### Description of the task
The whole listing must be returned exactly, with no line missing.
:::
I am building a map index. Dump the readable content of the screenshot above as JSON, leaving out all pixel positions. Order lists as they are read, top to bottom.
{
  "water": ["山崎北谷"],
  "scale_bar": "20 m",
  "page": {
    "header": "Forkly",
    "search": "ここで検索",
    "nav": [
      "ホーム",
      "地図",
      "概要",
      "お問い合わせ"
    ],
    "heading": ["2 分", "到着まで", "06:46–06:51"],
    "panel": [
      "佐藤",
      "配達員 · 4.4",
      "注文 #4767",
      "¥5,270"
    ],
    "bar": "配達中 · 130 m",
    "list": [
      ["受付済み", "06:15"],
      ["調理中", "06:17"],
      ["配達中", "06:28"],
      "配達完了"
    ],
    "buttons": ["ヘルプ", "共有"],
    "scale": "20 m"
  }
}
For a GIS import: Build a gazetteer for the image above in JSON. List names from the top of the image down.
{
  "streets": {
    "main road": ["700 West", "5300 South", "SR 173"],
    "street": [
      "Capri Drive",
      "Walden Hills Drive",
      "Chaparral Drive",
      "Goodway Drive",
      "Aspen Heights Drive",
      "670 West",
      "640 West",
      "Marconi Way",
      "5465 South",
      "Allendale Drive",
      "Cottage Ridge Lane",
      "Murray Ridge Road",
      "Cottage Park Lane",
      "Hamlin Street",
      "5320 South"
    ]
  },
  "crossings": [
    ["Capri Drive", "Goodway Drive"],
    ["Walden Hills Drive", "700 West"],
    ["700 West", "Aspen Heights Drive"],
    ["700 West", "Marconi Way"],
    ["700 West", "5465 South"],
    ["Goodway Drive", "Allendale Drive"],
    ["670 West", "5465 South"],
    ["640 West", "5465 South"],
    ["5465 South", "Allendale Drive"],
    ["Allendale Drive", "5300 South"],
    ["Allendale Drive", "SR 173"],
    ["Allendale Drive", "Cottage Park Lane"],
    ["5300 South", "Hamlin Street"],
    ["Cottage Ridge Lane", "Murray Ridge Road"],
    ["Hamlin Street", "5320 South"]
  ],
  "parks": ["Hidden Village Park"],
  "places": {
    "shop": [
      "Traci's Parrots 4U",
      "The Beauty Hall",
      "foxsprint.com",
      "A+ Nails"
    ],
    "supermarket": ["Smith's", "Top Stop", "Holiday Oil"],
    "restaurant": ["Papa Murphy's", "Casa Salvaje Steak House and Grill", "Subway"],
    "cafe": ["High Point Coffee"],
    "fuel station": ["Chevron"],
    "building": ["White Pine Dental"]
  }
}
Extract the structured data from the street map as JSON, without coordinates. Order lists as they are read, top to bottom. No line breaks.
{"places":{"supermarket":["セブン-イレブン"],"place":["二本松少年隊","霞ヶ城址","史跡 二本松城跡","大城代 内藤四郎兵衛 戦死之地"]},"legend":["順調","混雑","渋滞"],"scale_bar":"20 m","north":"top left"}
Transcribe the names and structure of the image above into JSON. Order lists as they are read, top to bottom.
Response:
:::
### Output below
I am building a map index. Dump the readable content of the screenshot above as JSON, leaving out all pixel positions. Order lists as they are read, top to bottom.
{
  "water": ["山崎北谷"],
  "scale_bar": "20 m",
  "page": {
    "header": "Forkly",
    "search": "ここで検索",
    "nav": [
      "ホーム",
      "地図",
      "概要",
      "お問い合わせ"
    ],
    "heading": ["2 分", "到着まで", "06:46–06:51"],
    "panel": [
      "佐藤",
      "配達員 · 4.4",
      "注文 #4767",
      "¥5,270"
    ],
    "bar": "配達中 · 130 m",
    "list": [
      ["受付済み", "06:15"],
      ["調理中", "06:17"],
      ["配達中", "06:28"],
      "配達完了"
    ],
    "buttons": ["ヘルプ", "共有"],
    "scale": "20 m"
  }
}
For a GIS import: Build a gazetteer for the image above in JSON. List names from the top of the image down.
{
  "streets": {
    "main road": ["700 West", "5300 South", "SR 173"],
    "street": [
      "Capri Drive",
      "Walden Hills Drive",
      "Chaparral Drive",
      "Goodway Drive",
      "Aspen Heights Drive",
      "670 West",
      "640 West",
      "Marconi Way",
      "5465 South",
      "Allendale Drive",
      "Cottage Ridge Lane",
      "Murray Ridge Road",
      "Cottage Park Lane",
      "Hamlin Street",
      "5320 South"
    ]
  },
  "crossings": [
    ["Capri Drive", "Goodway Drive"],
    ["Walden Hills Drive", "700 West"],
    ["700 West", "Aspen Heights Drive"],
    ["700 West", "Marconi Way"],
    ["700 West", "5465 South"],
    ["Goodway Drive", "Allendale Drive"],
    ["670 West", "5465 South"],
    ["640 West", "5465 South"],
    ["5465 South", "Allendale Drive"],
    ["Allendale Drive", "5300 South"],
    ["Allendale Drive", "SR 173"],
    ["Allendale Drive", "Cottage Park Lane"],
    ["5300 South", "Hamlin Street"],
    ["Cottage Ridge Lane", "Murray Ridge Road"],
    ["Hamlin Street", "5320 South"]
  ],
  "parks": ["Hidden Village Park"],
  "places": {
    "shop": [
      "Traci's Parrots 4U",
      "The Beauty Hall",
      "foxsprint.com",
      "A+ Nails"
    ],
    "supermarket": ["Smith's", "Top Stop", "Holiday Oil"],
    "restaurant": ["Papa Murphy's", "Casa Salvaje Steak House and Grill", "Subway"],
    "cafe": ["High Point Coffee"],
    "fuel station": ["Chevron"],
    "building": ["White Pine Dental"]
  }
}
Extract the structured data from the street map as JSON, without coordinates. Order lists as they are read, top to bottom. No line breaks.
{"places":{"supermarket":["セブン-イレブン"],"place":["二本松少年隊","霞ヶ城址","史跡 二本松城跡","大城代 内藤四郎兵衛 戦死之地"]},"legend":["順調","混雑","渋滞"],"scale_bar":"20 m","north":"top left"}
Transcribe the names and structure of the image above into JSON. Order lists as they are read, top to bottom.
Response:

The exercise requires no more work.